De komende 20 jaar zal het aantal mensen met dementie verdubbelen. Maar wie gaat er voor hen zorgen in het verpleeghuis? Uitstroom en personeelstekorten zetten de zorg nu soms ook al onder druk.
Mariëlle van der Zwaan werkt jarenlang met veel plezier in een verpleeghuis voor ouderen met dementie. “Ik ben nu 50 jaar en ik merk dat het fysiek steeds zwaarder wordt. Als ik het vol wil blijven houden moet ik dit niet meer fulltime blijven doen.” Ze besluit daarom recent als flexwerker aan de slag te gaan en haar focus meer te verleggen naar de thuiszorg. Af en toe draait ze ook nog een dienst in een verpleeghuis.
En daarin is Mariëlle niet de enige, zo blijkt als we in de cijfers duiken voor ons onderzoek Dementiezorg onder druk. In een rapport uit 2020 in opdracht van Arbeidsmarkt Zorg en Welzijn (AZW) valt te lezen dat ruim een derde van de medewerkers in de verpleeg- en verzorgingshuizen en thuiszorg (VVT) binnen 5 jaar weg wil bij de huidige werkgever, een vijfde maakt al daadwerkelijk plannen en 10 procent is in dat jaar daadwerkelijk vertrokken. Redenen voor vertrek lopen uiteen van arbeidsomstandigheden tot agressie van cliënten, aldus het onderzoek.
Complexere bewoners
Mariëlle ziet in de afgelopen jaren dat de bewoners die in het verpleeghuis binnenkomen al ver gevorderd zijn in hun dementie en dat zorgt soms voor extra druk op het zorgpersoneel, zo stelt ze vast. “De zorg wordt daardoor ook zwaarder. Je wilt iedereen de ruimte geven, maar als er bewoners zijn die maar blijven dwalen of agressief zijn dan heeft dat invloed op de hele groep. Daar lopen wij als zorgpersoneel wel tegenaan. Dan is de hele groep onrustig en als je dan met weinig mensen bent, neemt de werkdruk natuurlijk ook toe.”

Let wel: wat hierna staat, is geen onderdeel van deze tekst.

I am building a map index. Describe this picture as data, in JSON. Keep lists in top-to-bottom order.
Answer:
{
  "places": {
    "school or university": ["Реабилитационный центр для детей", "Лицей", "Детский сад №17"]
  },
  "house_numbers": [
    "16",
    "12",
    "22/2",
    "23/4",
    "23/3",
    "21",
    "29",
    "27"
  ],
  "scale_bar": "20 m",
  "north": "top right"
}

Zeker nu er door corona veel vrijwilligers gestopt (en niet meer teruggekomen) zijn. “Die hebben we heel hard nodig om de dingen te doen waar wij niet meer aan toe komen: af en toe een wandeling, een spelletje of een praatje.” Belangrijk voor de bewoners om lekker in hun vel te zitten en eigenlijk ook juist de dingen die het werk voor Mariëlle jaren geleden zo aantrekkelijk maakten. “Door de steeds complexere bewoners in het verpleeghuis is daar steeds minder tijd voor en zijn wij alleen nog maar aan het ‘zorgen’. Het werk is daardoor wel veranderd en eigenlijk ook niet meer het vak waar ik en mijn collega’s jaren geleden voor gekozen hebben.”
In de thuiszorg is Mariëlle inmiddels weer helemaal op haar plek. “Ik kan nu mijn eigen tijd indelen, ik heb meer verantwoordelijkheden en er zit meer afwisseling in de cliënten die ik bezoek. En het is fysiek ook minder zwaar.”